Mom starts anti-depressants awareness group

10:57 PM CDT on Wednesday, August 2, 2006

By YOLANDA WALKER / WFAA-TV

DALLAS - Three weeks ago, Valeria Maxon of Mansfield allegedly drowned her one year old son in a backyard hot tub.

In 2004, police say Dena Schlosser cut off her baby girl’s arms in McKinney.

A Tyler jury found Deanna Laney guilty of stoning her two young sons to death.

And in 2001, Andrea Yates confessed to using a bathtub to drown her five children in Houston.

They are all Texas cases of mothers accused of murdering their children.

Shortly after giving birth to Isaac, Amy Philo of Frisco believed she could have been the next mom to make news.

"I had a hallucination where I was walking past the stairs to put the baby down and I like look over and I see myself throw the baby down the stairs," Philo said.

She described, in disturbing detail, images she experienced about taking her son’s life and her own.

"I could visualize myself literally like walking in front of a moving truck on the highway," she explained.

Isaac is now two-years-old, and Philo is mentally sound.

Recently, she announced another new arrival.  Her new “baby” is called C.H.A.A.D.A., or “Children and Adults Against Drugging America.”  It’s a national organization with about 150 members, so far.

Through an awareness Web site, members communicate about anti-depressants on the market including Paxil, Cymbalta, Effexor, Prozac and Zoloft.

Philo was prescribed one of the drugs after having a panic attack shortly after her son’s birth.  She believes her anxiety was brought on by abnormal thyroid levels.

"Thyroid, I'm finding, is the number-one cause of depression," said Dr.

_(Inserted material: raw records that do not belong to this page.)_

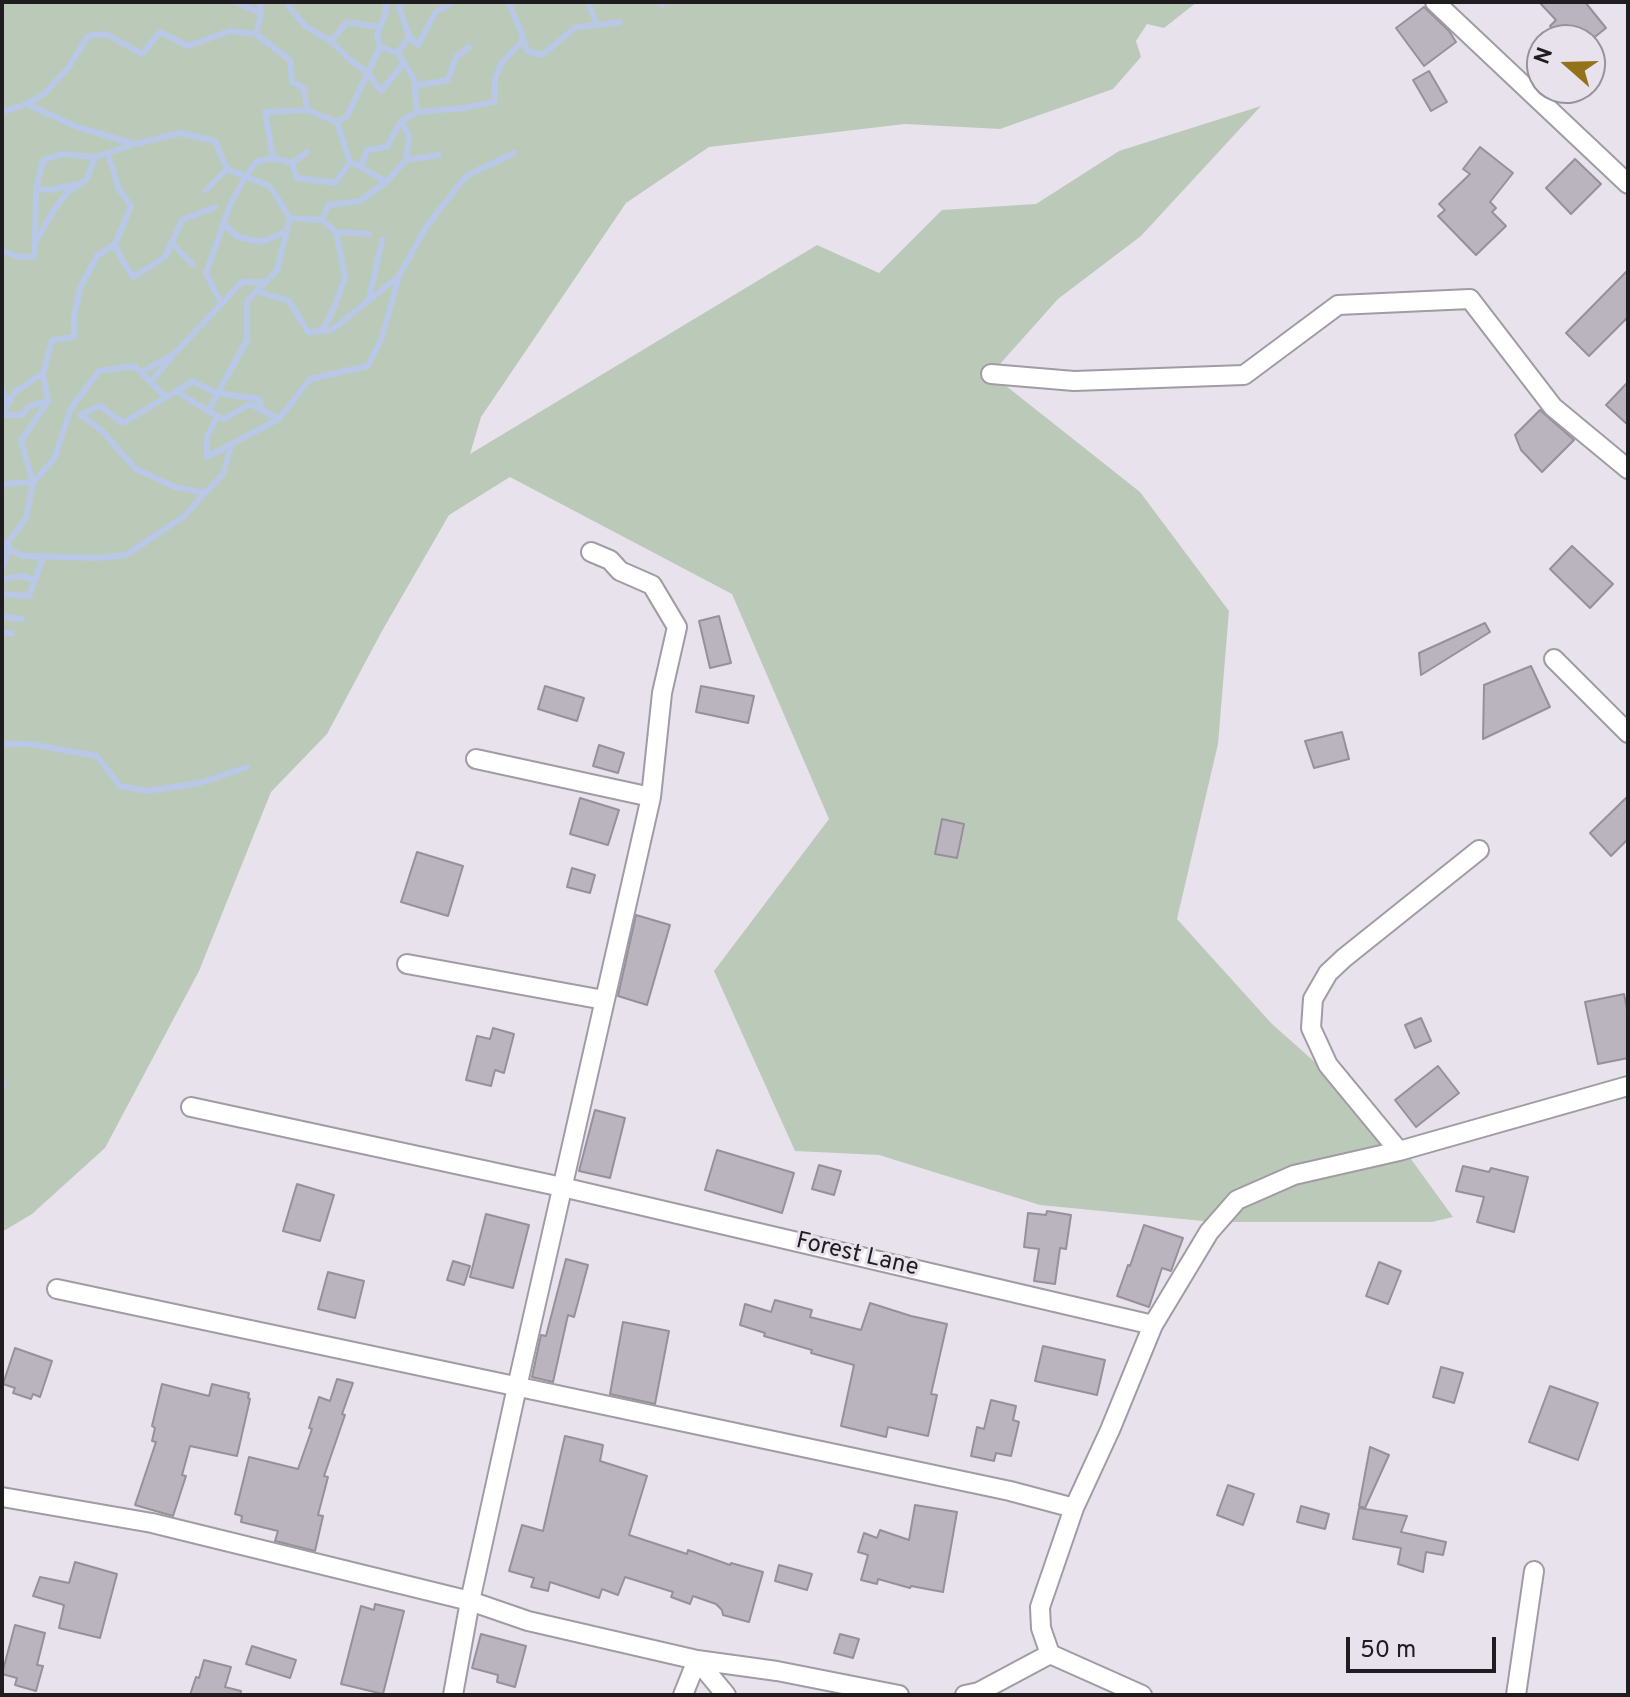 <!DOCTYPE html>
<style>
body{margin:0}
#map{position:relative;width:1630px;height:1697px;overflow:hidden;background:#e8e2ed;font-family:Overpass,sans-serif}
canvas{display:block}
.frame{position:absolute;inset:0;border:4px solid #201d21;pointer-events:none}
.north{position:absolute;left:1526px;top:24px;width:80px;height:80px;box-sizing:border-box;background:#e8e2ed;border:2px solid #98939b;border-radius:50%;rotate:290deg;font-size:22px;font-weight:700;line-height:32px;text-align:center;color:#201d21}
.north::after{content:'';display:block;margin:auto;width:28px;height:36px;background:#93721a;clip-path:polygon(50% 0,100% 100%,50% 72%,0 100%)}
.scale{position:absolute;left:1346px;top:1637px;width:150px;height:36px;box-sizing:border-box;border:4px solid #201d21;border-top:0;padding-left:10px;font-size:24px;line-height:28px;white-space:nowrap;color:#201d21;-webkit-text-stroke:6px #e8e2ed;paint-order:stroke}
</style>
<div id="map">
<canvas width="1630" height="1697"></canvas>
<div class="frame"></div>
<div class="north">N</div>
<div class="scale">50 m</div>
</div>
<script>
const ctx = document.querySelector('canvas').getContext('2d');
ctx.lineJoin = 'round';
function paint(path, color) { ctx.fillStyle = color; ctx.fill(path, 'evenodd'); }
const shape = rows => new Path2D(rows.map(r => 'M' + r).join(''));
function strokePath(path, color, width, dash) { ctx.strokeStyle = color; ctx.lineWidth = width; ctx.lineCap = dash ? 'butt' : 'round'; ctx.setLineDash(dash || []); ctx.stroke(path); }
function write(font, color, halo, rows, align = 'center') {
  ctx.font = font + ' Overpass,sans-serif'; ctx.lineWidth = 6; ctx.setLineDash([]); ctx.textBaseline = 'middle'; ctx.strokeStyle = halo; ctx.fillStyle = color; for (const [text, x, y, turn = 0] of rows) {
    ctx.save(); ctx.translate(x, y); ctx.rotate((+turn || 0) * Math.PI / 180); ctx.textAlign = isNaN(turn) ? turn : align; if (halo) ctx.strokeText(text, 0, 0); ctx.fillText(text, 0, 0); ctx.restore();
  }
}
paint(shape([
 [2,2,1197,2,1164,28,1147,24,1136,41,1141,57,1113,89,1000,129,905,124,709,147,626,203,481,417,470,454,817,245,879,273,942,210,1036,204,1119,151,1261,106,1141,236,1058,299,991,374,1140,492,1229,611,1218,744,1177,919,1272,1024,1387,1126,1453,1217,1432,1222,1213,1222,1040,1205,879,1155,795,1151,714,971,829,819,732,594,510,477,449,515,382,631,327,734,271,792,199,971,105,1148,32,1214,2,1232]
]), '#bbcab8');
strokePath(shape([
 [235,2,261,13],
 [259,2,261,13,256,34,290,60,292,82,304,88,307,110],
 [286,2,305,26,331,41,347,22,380,27],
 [508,2,521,31,527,51,542,55,576,27,597,25],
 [588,2,597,25,620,22],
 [661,2,662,5],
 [409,36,418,45,435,13,452,2],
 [331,41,349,59,368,73,381,91,404,63],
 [380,47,377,36,386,11,386,2],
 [398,53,414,80,417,112,464,108,494,102,495,79,501,64,523,40],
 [414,86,448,80,456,57,469,47],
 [27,104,45,93,69,67,88,36,106,34,142,54,160,32,188,46,230,31,256,34],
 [2,112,27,104,77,127,135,144,181,133,215,141,227,169,270,186,290,218],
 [273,158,292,163,307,152],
 [406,160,409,136,401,121,417,112],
 [350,162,361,167,367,150,387,147,401,121],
 [292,163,297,178,335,183,350,162,337,122],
 [361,167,386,182],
 [36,189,51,190,77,184],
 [206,190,227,169],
 [322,220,328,205,360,201,386,182,406,160,439,155],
 [223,223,238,237,261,242,287,231],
 [35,239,36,189,43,160,62,154,95,157],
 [172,243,193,265],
 [115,244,121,258,133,277,165,257,182,220,215,207],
 [2,251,20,257,34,257,35,243,53,211,67,193,87,179,95,157,135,144],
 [257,291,289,301,308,332,332,330,399,276],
 [369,299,382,240],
 [221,303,206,273,230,205,246,176,256,162,273,158,265,112,307,110,337,122,347,116,380,47,398,53,409,36,399,7,402,2],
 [322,331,334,308,345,277,336,232],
 [142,372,175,353,242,282,266,282],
 [151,382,172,356],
 [2,389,7,404],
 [176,391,208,411,247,340,247,301,277,270,290,218,322,220,336,232,369,234],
 [208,411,224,419,250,404,279,419],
 [2,413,15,392,43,373],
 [2,415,22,415,30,406,48,401],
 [80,415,100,406,123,423,193,381,216,393,259,399,263,411],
 [81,415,101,430,136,469,175,487,206,493],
 [217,416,207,437,207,457,279,419,310,379,368,366,382,337,399,276,426,227,466,176,514,153],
 [2,489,6,484,33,482,21,441,48,401,43,373,52,340,74,337,74,316,80,288,97,256,115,244,131,206,118,188,114,172,107,153],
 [8,549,23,556,97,558,126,555,183,517,223,474,231,446],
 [2,550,26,518,33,482,54,459,71,408,99,371,134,366,166,397],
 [2,570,9,547],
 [2,579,21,576,35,580,43,557],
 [2,594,29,596,35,580],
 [2,617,22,619],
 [2,633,12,633],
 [2,744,30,744,97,756,120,786,147,791,200,783,247,767],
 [2,1085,4,1085]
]), '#b8c8e6', 6);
const building = shape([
 [1539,2,1585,2,1606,28,1591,40,1561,40,1550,26,1556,20,1539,2],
 [1424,7,1449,31,1456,42,1424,66,1396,28,1424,7],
 [1429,71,1447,102,1431,111,1413,80,1429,71],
 [1480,147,1513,173,1490,202,1496,208,1492,212,1506,226,1476,255,1438,216,1445,210,1439,204,1470,174,1463,169,1480,147],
 [1575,159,1601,184,1571,214,1546,188,1575,159],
 [1628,270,1628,317,1589,356,1566,333,1628,270],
 [1628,382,1628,425,1606,405,1628,382],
 [1540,410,1574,440,1542,472,1521,450,1515,435,1540,410],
 [1572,546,1613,584,1590,608,1550,569,1572,546],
 [719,616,731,663,710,668,699,621,719,616],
 [1485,623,1490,632,1421,675,1419,653,1485,623],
 [1531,666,1550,707,1483,739,1484,685,1531,666],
 [545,686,584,698,577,721,538,709,545,686],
 [701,686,754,696,748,723,696,712,701,686],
 [1342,732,1349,759,1314,768,1305,741,1342,732],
 [599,745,624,753,618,773,593,766,599,745],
 [1628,796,1628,839,1611,856,1590,833,1628,796],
 [580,798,619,810,608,845,570,834,580,798],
 [942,819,964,824,957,858,935,854,942,819],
 [417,852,463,866,448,916,401,902,417,852],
 [572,868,595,875,590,893,567,887,572,868],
 [636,915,670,925,647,1005,618,996,636,915],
 [1624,994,1628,1014,1628,1058,1598,1064,1585,1002,1624,994],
 [1421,1018,1431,1041,1415,1048,1405,1025,1421,1018],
 [493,1028,514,1034,504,1073,495,1070,491,1086,466,1080,477,1036,490,1039,493,1028],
 [1438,1066,1459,1093,1416,1127,1395,1100,1438,1066],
 [595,1110,625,1118,610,1178,579,1171,595,1110],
 [717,1150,794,1173,782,1213,705,1190,717,1150],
 [819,1165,841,1171,834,1195,812,1189,819,1165],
 [1463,1166,1489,1172,1491,1168,1528,1177,1514,1232,1477,1222,1484,1197,1456,1191,1463,1166],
 [297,1184,334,1195,320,1241,283,1231,297,1184],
 [1047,1211,1071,1215,1066,1249,1060,1248,1055,1284,1034,1281,1039,1249,1024,1247,1028,1213,1046,1215,1047,1211],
 [486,1214,529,1225,513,1288,470,1277,486,1214],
 [1144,1225,1183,1238,1171,1271,1162,1268,1149,1307,1117,1296,1128,1265,1130,1266,1144,1225],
 [566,1259,588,1265,574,1317,568,1315,553,1382,532,1377,541,1335,546,1336,566,1259],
 [453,1261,470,1266,464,1285,447,1280,453,1261],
 [1379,1262,1401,1271,1388,1304,1366,1296,1379,1262],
 [328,1272,364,1281,355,1318,318,1309,328,1272],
 [775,1300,812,1310,810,1317,861,1330,870,1303,911,1316,947,1324,931,1394,937,1395,928,1436,888,1427,886,1437,841,1426,854,1365,811,1353,812,1350,764,1336,765,1333,740,1325,745,1304,771,1312,775,1300],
 [623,1322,669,1331,655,1404,610,1394,623,1322],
 [1043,1346,1105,1360,1097,1395,1035,1381,1043,1346],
 [15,1348,52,1361,40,1397,33,1394,31,1399,13,1393,15,1388,3,1384,15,1348],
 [1441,1367,1463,1373,1454,1403,1433,1397,1441,1367],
 [337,1379,353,1383,342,1414,345,1415,324,1476,328,1477,318,1515,323,1516,315,1551,275,1541,278,1531,241,1522,242,1516,235,1514,249,1457,298,1469,312,1429,309,1428,319,1397,330,1401,337,1379],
 [162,1384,209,1396,212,1384,249,1393,248,1398,250,1399,237,1456,190,1446,182,1475,186,1476,173,1516,135,1505,156,1442,152,1441,155,1428,152,1426,162,1384],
 [1550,1386,1598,1403,1578,1460,1529,1442,1550,1386],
 [991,1400,1016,1406,1013,1420,1019,1422,1011,1456,996,1453,994,1461,971,1456,977,1427,984,1429,991,1400],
 [565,1436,603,1445,600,1461,647,1476,629,1535,687,1554,688,1550,730,1565,731,1563,763,1572,749,1622,723,1615,722,1610,716,1604,693,1596,690,1604,671,1597,673,1592,625,1577,618,1595,602,1589,599,1598,550,1582,548,1591,531,1587,534,1578,509,1571,522,1525,543,1531,565,1436],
 [1370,1447,1389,1455,1365,1508,1359,1506,1370,1447],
 [1228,1485,1254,1494,1243,1525,1217,1515,1228,1485],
 [915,1505,957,1512,943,1592,911,1586,910,1588,878,1579,877,1584,861,1580,868,1555,858,1552,864,1533,877,1538,880,1530,909,1540,915,1505],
 [1301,1506,1329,1514,1325,1529,1297,1522,1301,1506],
 [1359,1508,1407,1516,1401,1532,1446,1542,1443,1555,1426,1552,1423,1572,1398,1564,1401,1548,1353,1539,1359,1508],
 [75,1562,117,1574,100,1638,59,1628,64,1605,33,1596,40,1577,69,1583,75,1562],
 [779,1565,812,1574,807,1590,775,1581,779,1565],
 [375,1604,404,1611,383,1694,341,1684,361,1606,374,1610,375,1604],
 [15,1625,45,1633,37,1665,43,1666,36,1691,15,1685,17,1678,2,1674,15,1625],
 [481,1634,526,1646,515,1687,497,1682,498,1675,472,1668,481,1634],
 [840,1634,859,1639,853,1658,834,1653,840,1634],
 [252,1646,296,1660,290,1678,246,1664,252,1646],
 [204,1660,231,1667,225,1687,241,1691,240,1695,190,1695,196,1677,199,1678,204,1660]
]);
paint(building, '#bab4bf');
strokePath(building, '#95909a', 2);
const street = shape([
 [1435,2,1628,184],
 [991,374,1074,381,1244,375,1338,305,1470,299,1553,407,1628,469],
 [1554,659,1628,733],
 [476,759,651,797],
 [407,964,604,1000],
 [191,1107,562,1187,1153,1325],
 [1399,1151,1328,1065,1311,1028,1313,999,1328,973,1344,958,1479,850],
 [57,1289,1010,1491,1074,1508],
 [2,1497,152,1523,470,1601,528,1621,697,1660,777,1671,899,1695],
 [453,1695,470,1601,517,1387,651,797,662,693,677,627,652,585,620,571,610,560,591,552],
 [683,1695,697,1660,726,1695],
 [965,1695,979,1692,1050,1654],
 [1142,1695,1050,1654,1041,1628,1040,1607,1074,1508,1110,1430,1153,1325,1209,1232,1237,1200,1294,1175,1399,1151,1628,1086],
 [1516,1695,1534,1571]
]);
strokePath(street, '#a19ba5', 22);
strokePath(street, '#fff', 18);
write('24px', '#201d21', '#e8e2ed', [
 ["Forest Lane",857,1256,13]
]);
</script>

Mary Ann Block of Hurst.

The doctor went on to say that treating a woman “with an anti-depressant when what she really has is a hormone imbalance, should be criminal, in my opinion."

Dr. Block said depression is really a symptom of something else, and doctors need to spend more time in the examining room with patients instead of being quick to prescribe drugs.  She is known nationally for her views on anti-depressants, and she is writing a book entitled, Just Because You’re Depressed, Doesn’t Mean You Have Depression .

Drug companies are taking notice.  Pfizer has begun labeling Zoloft with warnings about suicide and other companies are following suit. In the United Kingdom, anti-depressants are outlawed for teens and adolescents because of the suicide risk.

As for Amy Philo, she weaned herself off the drug she was taking against doctor's orders and her hallucinations stopped almost immediately. 

She's expecting another baby in September, and feels better prepared this time. 

Philo is happy her baby  C.H.A.A.D.A. is growing, too, so that other women can be helped.